This is your morning Open Thread. Pour your favorite beverage and review the past and comment on the future.
Find the past “On This Day in History” here.
November 17 is the 321st day of the year (322nd in leap years) in the Gregorian calendar. There are 44 days remaining until the end of the year.
Elizabeth became queen at the age of 25, and upon hearing of her accession to the throne, she is reputed to have quoted the 118th Psalm’s twenty-third line, in Latin: “A Dominum factum est illud, et est mirabile in oculis notris” – “It is the Lord’s doing, and it is marvellous in our eyes.”
On 20 November 1558, Elizabeth declared her intentions to her Council and other peers who had come to Hatfield to swear allegiance. The speech contains the first record of her adoption of the mediaeval political theology of the sovereign’s “two bodies”: the body natural and the body politic:
My lords, the law of nature moves me to sorrow for my sister; the burden that is fallen upon me makes me amazed, and yet, considering I am God’s creature, ordained to obey His appointment, I will thereto yield, desiring from the bottom of my heart that I may have assistance of His grace to be the minister of His heavenly will in this office now committed to me. And as I am but one body naturally considered, though by His permission a body politic to govern, so shall I desire you all…to be assistant to me, that I with my ruling and you with your service may make a good account to Almighty God and leave some comfort to our posterity on earth. I mean to direct all my actions by good advice and counsel.
As her triumphal progress wound through the city on the eve of the coronation ceremony, she was welcomed wholeheartedly by the citizens and greeted by orations and pageants, most with a strong Protestant flavour. Elizabeth’s open and gracious responses endeared her to the spectators, who were “wonderfully ravished”. The following day, 15 January 1559, Elizabeth was crowned at Westminster Abbey and anointed by the Catholic bishop of Carlisle. She was then presented for the people’s acceptance, amidst a deafening noise of organs, fifes, trumpets, drums, and bells.

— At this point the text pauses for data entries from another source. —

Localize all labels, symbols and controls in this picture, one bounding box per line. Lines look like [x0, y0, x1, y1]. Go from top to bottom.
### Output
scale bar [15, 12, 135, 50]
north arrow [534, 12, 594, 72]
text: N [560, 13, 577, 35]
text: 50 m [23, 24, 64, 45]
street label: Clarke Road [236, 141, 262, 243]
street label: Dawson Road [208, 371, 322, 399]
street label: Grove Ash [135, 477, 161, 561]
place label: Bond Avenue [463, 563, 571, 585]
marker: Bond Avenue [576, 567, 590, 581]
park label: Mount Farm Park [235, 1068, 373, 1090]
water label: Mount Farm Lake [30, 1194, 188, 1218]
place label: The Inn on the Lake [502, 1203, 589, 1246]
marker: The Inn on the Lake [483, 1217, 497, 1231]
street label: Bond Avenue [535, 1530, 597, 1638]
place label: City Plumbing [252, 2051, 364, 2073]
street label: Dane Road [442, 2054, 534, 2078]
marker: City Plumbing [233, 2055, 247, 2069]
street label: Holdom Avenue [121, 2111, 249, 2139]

The Elizabethan era was a time associated with Queen Elizabeth I’s reign (1558-1603) and is often considered to be the golden age in English history. It was the height of the English Renaissance and saw the flowering of English poetry, music and literature. This was also the time during which Elizabethan theatre flourished, and William Shakespeare and many others composed plays that broke free of England’s past style of plays and theatre. It was an age of exploration and expansion abroad, while back at home, the Protestant Reformation became more acceptable to the people, most certainly after the Spanish Armada was repulsed. It was also the end of the period when England was a separate realm before its royal union with Scotland.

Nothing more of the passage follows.